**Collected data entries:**

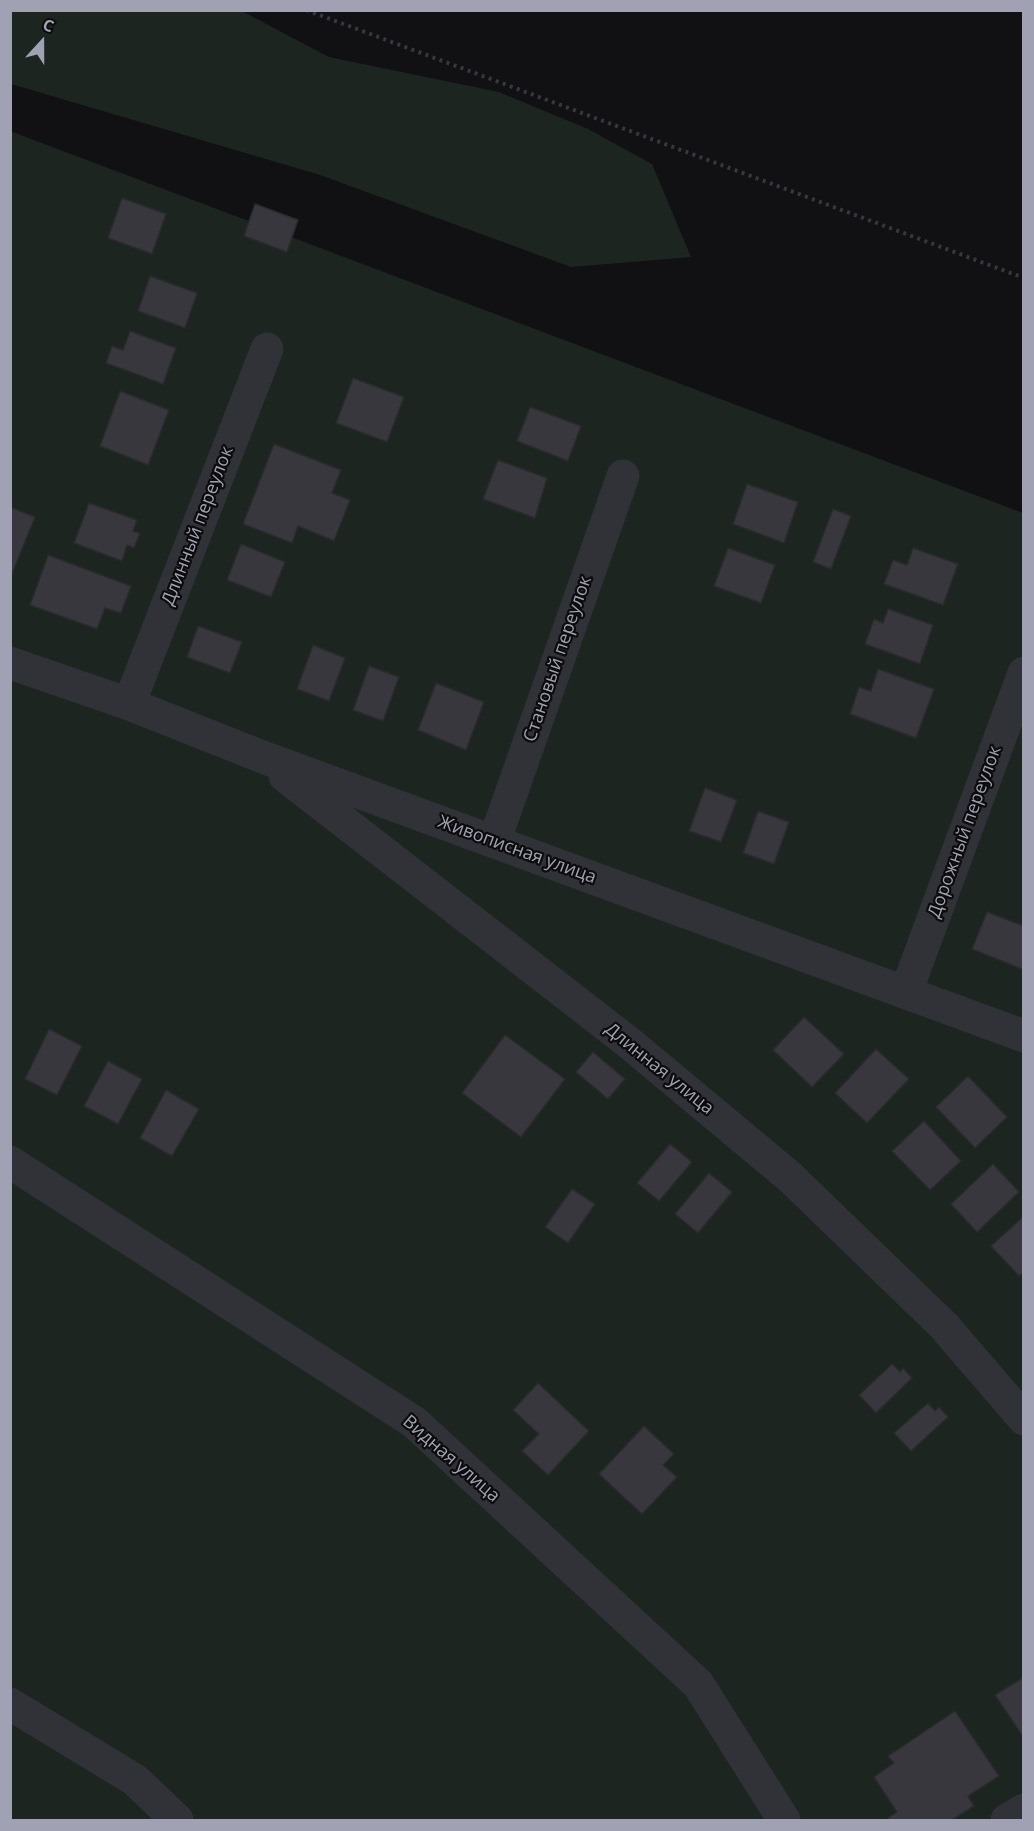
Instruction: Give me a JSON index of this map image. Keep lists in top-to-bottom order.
{
  "streets": {
    "street": [
      "Длинный переулок",
      "Становый переулок",
      "Дорожный переулок",
      "Живописная улица",
      "Длинная улица",
      "Видная улица"
    ]
  },
  "crossings": [
    ["Длинный переулок", "Живописная улица"],
    ["Становый переулок", "Живописная улица"],
    ["Дорожный переулок", "Живописная улица"],
    ["Живописная улица", "Длинная улица"]
  ],
  "north": "top"
}
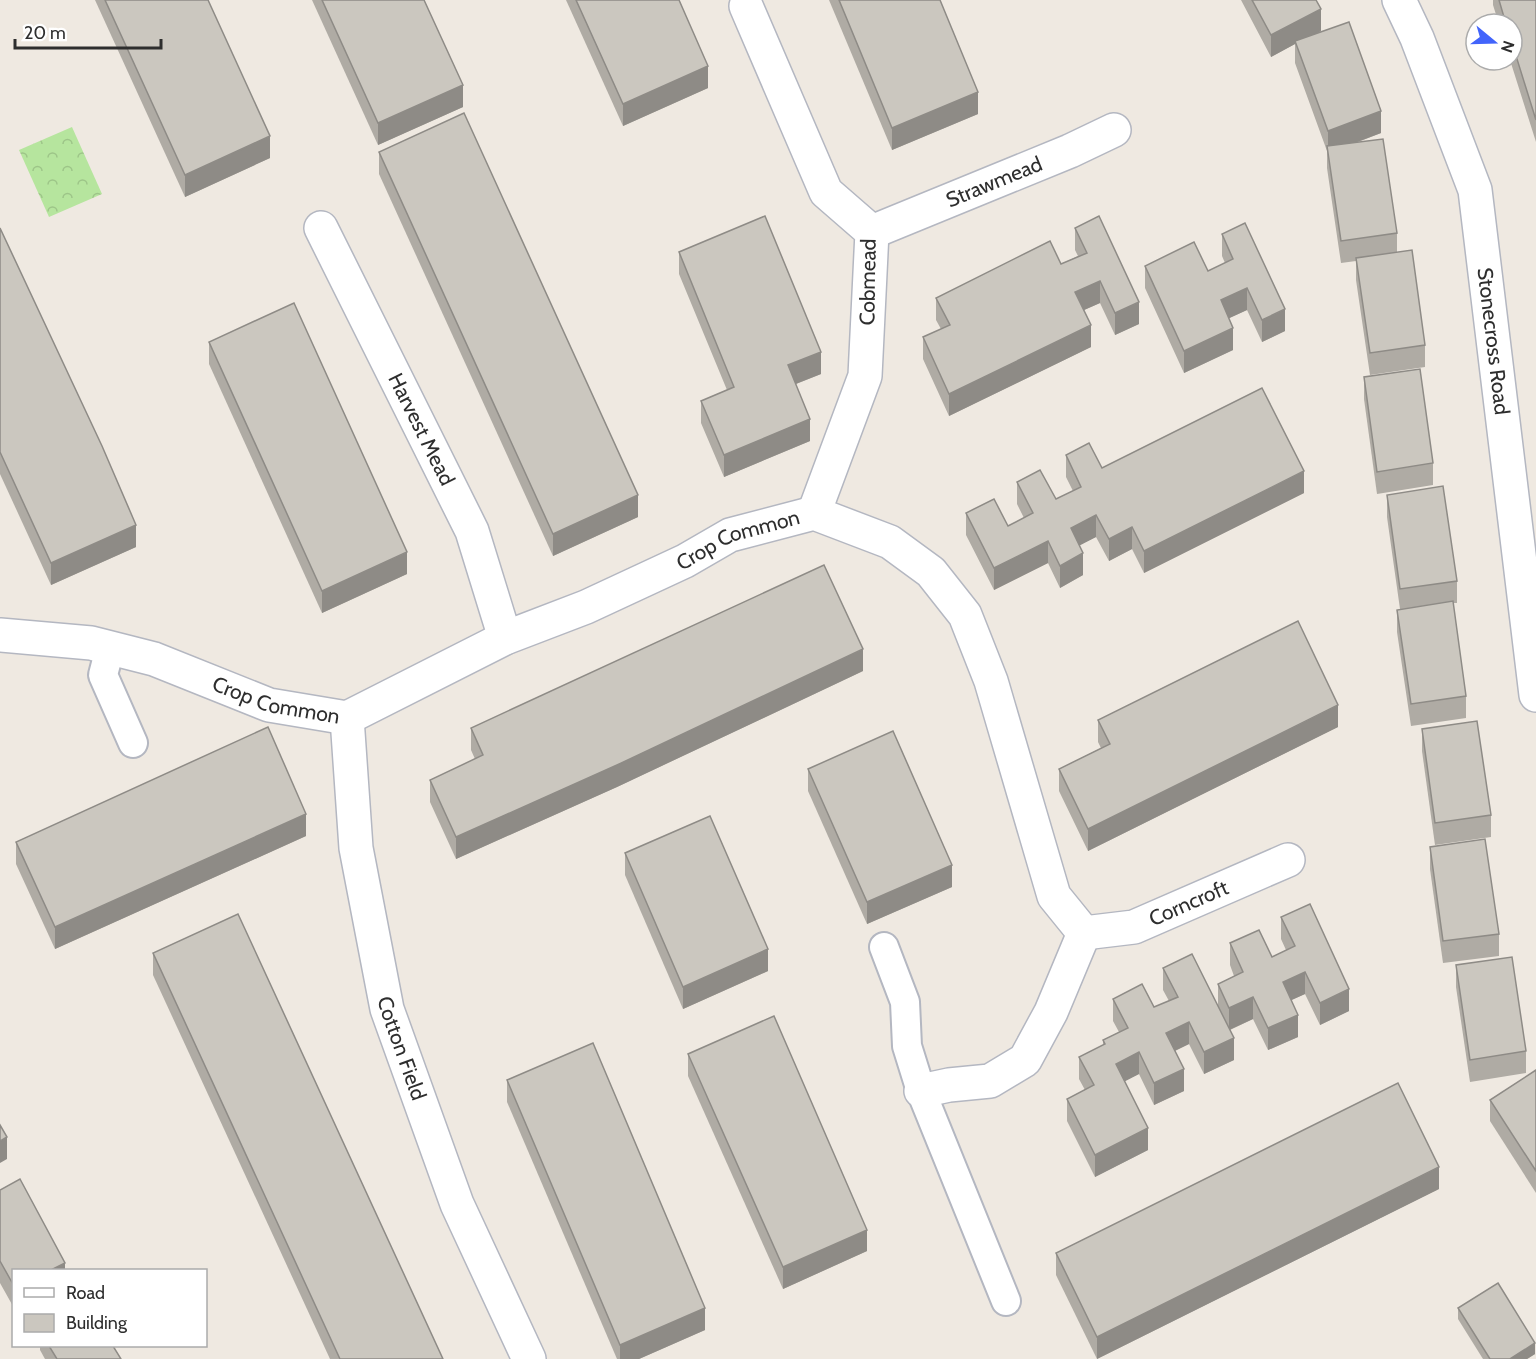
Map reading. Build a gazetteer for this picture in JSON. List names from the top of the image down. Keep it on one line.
{"streets":{"street":["Strawmead","Cobmead","Stonecross Road","Harvest Mead","Crop Common","Corncroft","Cotton Field"]},"crossings":[["Strawmead","Cobmead"],["Cobmead","Crop Common"],["Harvest Mead","Crop Common"],["Crop Common","Corncroft"],["Crop Common","Cotton Field"]],"legend":["Road","Building"],"scale_bar":"20 m","north":"right"}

**TASK OBJECTIVE:** Once you reach the line that holds "Map reading. Build", print it and every line after it through the end of the records, word for word.

**WRITTEN ANSWER:**
Map reading. Build a gazetteer for this picture in JSON. List names from the top of the image down. Keep it on one line.
{"streets":{"street":["Strawmead","Cobmead","Stonecross Road","Harvest Mead","Crop Common","Corncroft","Cotton Field"]},"crossings":[["Strawmead","Cobmead"],["Cobmead","Crop Common"],["Harvest Mead","Crop Common"],["Crop Common","Corncroft"],["Crop Common","Cotton Field"]],"legend":["Road","Building"],"scale_bar":"20 m","north":"right"}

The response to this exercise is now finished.